Dulce Wechsler was born and raised in Caracas, Venezuela. Upon her high school graduation, her father refused to pay for college because she wanted to study journalism; he felt that was no career for a woman. Wechsler applied to an English program in Los Angeles (earning a full scholarship) with the idea of returning to Venezuela as an English teacher; then she would use the money she earned to pay for her own further education. But instead of returning to Venezuela, she relocated to Miami to work in the music industry promoting Latin American music which she did from 1997 on. (She received 15 credits from the CUNY BA Program for her work in Media Planning, Copywriting, Public Relations, Advertising and Marketing). She earned a few credits at Miami-Dade Community College and entered Hunter College in 2005. In 2006, she entered the CUNY Baccalaureate Program.
Wechsler designed her concentration in Latin American Literature with Prof. Maria Hernandez-Ojeda, Romance Languages, Hunter College. Her specific study is of the Latin American canon from pre-Columbian to Contemporary Literatures, within the themes of multicultural interaction such as Coloniality, Post-Coloniality and Border Thinking. This is an area she hopes to pursue in graduate school.
Wechsler received a highly competitive Benjamin A. Gilman International Scholarship from the U.S. Department of State, Bureau of Educational and Cultural Affairs and the Institute of International Education. With this, she will study in Argentina during the January 2007 winter break. Her other honors include receiving a Thomas W. Smith Academic Fellowship, induction into HAT (Hunter Achievement Team), election as president of the Hunter Spanish literary magazine, a CUNY President’s award for academic achievement in Romance languages, and a place on the Dean’s List. Wechsler is expected to graduate summa cum laude with her B.A. in January 2008.
Lei Yu was born in a small village in China at the end of the Cultural Revolution. Limited by the economic, political, social and intellectual disruptions of the revolution, she left China for the U.S. in 1997, belatedly pursuing her intellectual interests (and recently receiving American citizenship). She had to learn English here and attributes her success to the many teachers and support staff at Hunter who pushed her to excel. Lisa Tolhurst, Hunter College Lecturer in English, wrote that Yu is “one of the most outstanding students I have taught my fifteen-year teaching career at Hunter, NYU and the University of Melbourne, Australia.”

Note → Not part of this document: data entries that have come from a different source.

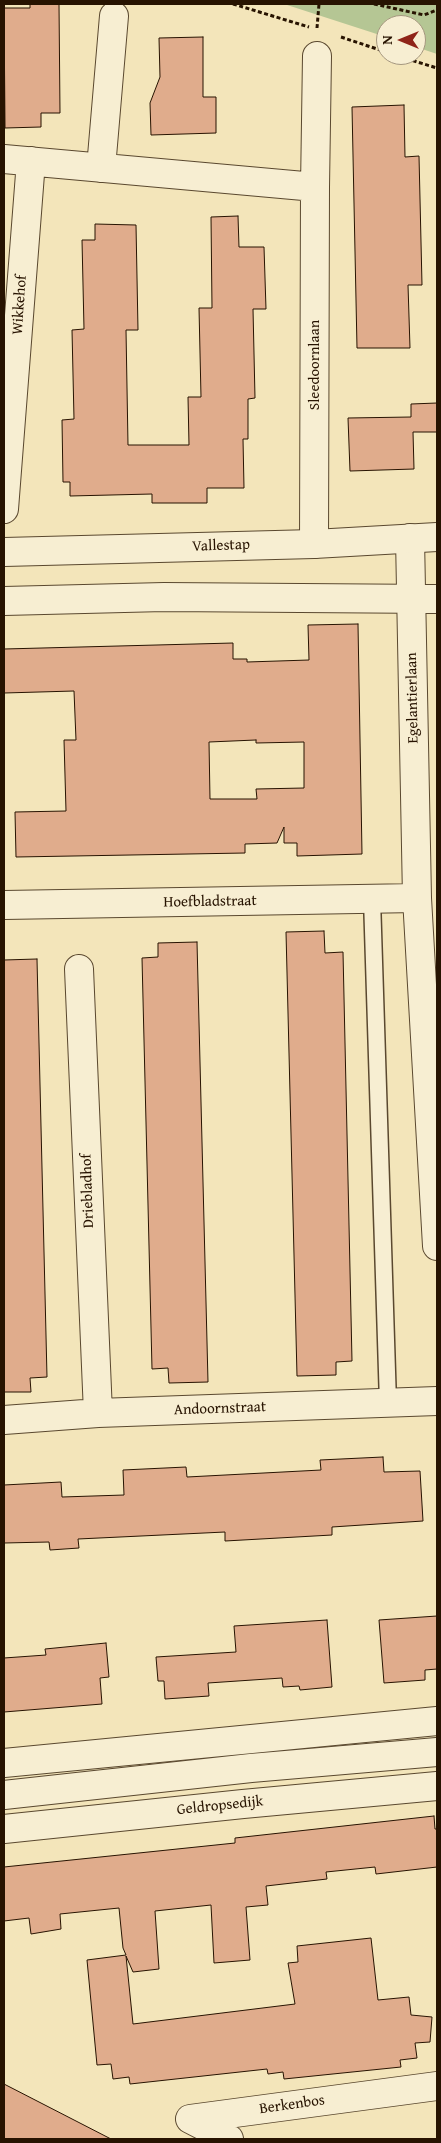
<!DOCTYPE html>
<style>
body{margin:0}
#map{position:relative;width:441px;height:2143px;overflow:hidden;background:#f3e5ba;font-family:"Gentium Book Plus",serif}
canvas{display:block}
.frame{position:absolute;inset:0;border:5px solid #271301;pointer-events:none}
.north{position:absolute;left:376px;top:15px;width:50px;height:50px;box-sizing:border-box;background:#f7eed2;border:1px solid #a4967e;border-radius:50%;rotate:270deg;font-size:14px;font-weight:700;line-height:20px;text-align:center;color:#271301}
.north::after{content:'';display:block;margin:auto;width:18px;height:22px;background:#8f2418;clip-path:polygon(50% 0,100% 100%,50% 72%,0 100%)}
</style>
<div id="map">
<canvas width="441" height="2143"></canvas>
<div class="frame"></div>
<div class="north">N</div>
</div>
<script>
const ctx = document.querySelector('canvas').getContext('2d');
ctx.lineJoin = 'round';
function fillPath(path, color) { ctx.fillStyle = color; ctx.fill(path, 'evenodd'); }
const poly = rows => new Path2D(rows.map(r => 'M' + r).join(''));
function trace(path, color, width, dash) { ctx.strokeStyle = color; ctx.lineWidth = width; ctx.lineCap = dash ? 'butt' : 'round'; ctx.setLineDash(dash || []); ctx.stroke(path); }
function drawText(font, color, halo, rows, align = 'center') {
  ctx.font = font + ' "Gentium Book Plus",serif'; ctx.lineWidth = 4; ctx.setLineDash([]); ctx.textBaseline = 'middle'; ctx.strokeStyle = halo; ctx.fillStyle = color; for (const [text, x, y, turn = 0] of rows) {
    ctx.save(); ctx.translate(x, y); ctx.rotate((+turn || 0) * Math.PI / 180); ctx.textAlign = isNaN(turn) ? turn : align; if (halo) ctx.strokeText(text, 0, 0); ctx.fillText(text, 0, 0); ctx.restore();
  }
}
fillPath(poly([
 [284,4,437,4,437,54,416,47,416,25,386,25,386,37]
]), '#b5c694');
const building = poly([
 [30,4,59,4,60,113,41,113,41,127,5,128,4,8,30,8,30,4],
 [203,37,203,97,216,97,216,133,151,135,150,103,160,77,159,38,203,37],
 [404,105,405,157,419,156,422,285,408,285,410,348,357,348,352,107,404,105],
 [238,216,239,247,264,247,266,309,253,309,255,398,248,399,248,439,243,439,244,488,207,488,207,503,152,503,152,494,70,496,70,482,63,482,62,420,74,419,72,330,84,329,82,240,95,240,95,224,136,225,138,330,126,330,128,445,189,445,188,397,201,397,199,308,212,308,211,217,238,216],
 [437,403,437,432,413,432,414,469,350,471,348,418,411,417,411,404,437,403],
 [358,624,362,854,297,856,297,843,284,843,284,827,277,843,245,844,245,853,16,857,15,812,66,811,64,740,76,740,74,691,4,693,4,649,233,643,233,659,247,659,247,662,309,660,308,625,358,624],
 [256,740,256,743,304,742,304,788,256,789,257,799,210,799,209,742,256,740],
 [324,931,325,953,343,952,352,1361,336,1362,336,1375,297,1376,286,932,324,931],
 [197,942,208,1382,169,1383,168,1368,152,1369,142,958,158,957,158,943,197,942],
 [37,959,47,1377,30,1378,31,1392,4,1392,4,960,37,959],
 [383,1457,384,1472,420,1471,423,1521,332,1527,332,1535,225,1541,225,1532,78,1539,79,1548,50,1550,49,1542,4,1543,4,1485,61,1482,62,1497,124,1495,123,1470,186,1467,187,1477,321,1470,320,1460,383,1457],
 [437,1616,437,1669,425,1670,425,1680,384,1683,379,1620,437,1616],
 [327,1620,332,1687,300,1690,299,1686,283,1687,282,1678,208,1683,209,1696,165,1699,164,1681,158,1681,156,1657,236,1652,234,1626,327,1620],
 [106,1643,109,1677,100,1678,102,1704,4,1712,4,1658,46,1655,45,1649,106,1643],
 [434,1816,435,1829,437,1829,437,1867,376,1874,375,1867,326,1872,327,1879,266,1886,268,1905,246,1907,250,1960,214,1963,211,1905,155,1911,159,1969,133,1972,126,1956,133,2024,295,2004,288,1963,298,1962,297,1946,371,1938,378,2000,409,1997,411,2015,432,2017,430,2042,415,2043,417,2058,400,2060,401,2067,284,2079,283,2072,268,2074,267,2069,130,2084,129,2077,113,2079,111,2064,97,2065,87,1960,126,1955,123,1948,119,1908,60,1914,61,1929,31,1934,29,1918,4,1921,4,1867,235,1843,235,1838,434,1816],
 [4,2084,111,2139,4,2139,4,2084]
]);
fillPath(building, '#e0ac8c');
trace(building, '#271301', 1);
const service = poly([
 [372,899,388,1403]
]);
const minor = poly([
 [4,159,315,187,314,544],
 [101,168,114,16],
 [315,187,317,56],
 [4,509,31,161],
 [410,538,417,898,437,1246],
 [4,601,164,597,437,599],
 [4,905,417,898],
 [79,969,98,1413],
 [4,1420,98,1413,437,1401],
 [4,1763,437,1721],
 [4,1829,243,1804,437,1786],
 [229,2139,190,2119,437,2086]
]);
const tertiary = poly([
 [4,552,314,544,437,537],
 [4,1795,251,1768,437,1752]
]);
trace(service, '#5a482f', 19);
trace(minor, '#5a482f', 30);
trace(tertiary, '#5a482f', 30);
trace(poly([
 [233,4,309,27],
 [374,4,424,15,437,10],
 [317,28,319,4],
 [341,37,386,52],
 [394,55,437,68]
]), '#271301', 3, [4, 2.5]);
trace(service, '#f7eed2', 16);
trace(minor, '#f7eed2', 28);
trace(tertiary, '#f7eed2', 28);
drawText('15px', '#271301', '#f7eed2', [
 ["Wikkehof",20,305,-86],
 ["Sleedoornlaan",315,365,-90],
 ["Vallestap",221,546,-2],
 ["Egelantierlaan",413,698,-91],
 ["Hoefbladstraat",210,902,-1],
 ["Driebladhof",88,1191,-92],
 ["Andoornstraat",220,1409,-2],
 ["Geldropsedijk",220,1806,-6],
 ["Berkenbos",292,2105,-8]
]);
</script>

Yu is particularly interested in religion, especially Eastern religions, a subject of course vigorously discouraged in her native communist China. Believing that “politics and spiritual searching are inextricably linked,” she designed a concentration in “Religion and Politics” under the mentorship of Prof. Barbara Sproul, Religion, Hunter with courses from City, Hunter and Baruch Colleges.
Thanks to the Gilman International Scholarship, Yu will study at Humboldt University in Germany, desiring to absorb German history and culture as well as a study of some of the great philosophers, including Kant, Hegel and Heiddeger. Yu’s other honors include the Harriet Brows Scholarship, the Women’s Forum Educational Award, and the Charlotte W. Newcomb Scholarship. Yu’s goal is to work for the Foreign Service or a human rights organization. She is expected to graduate with her B.A. in June 2008.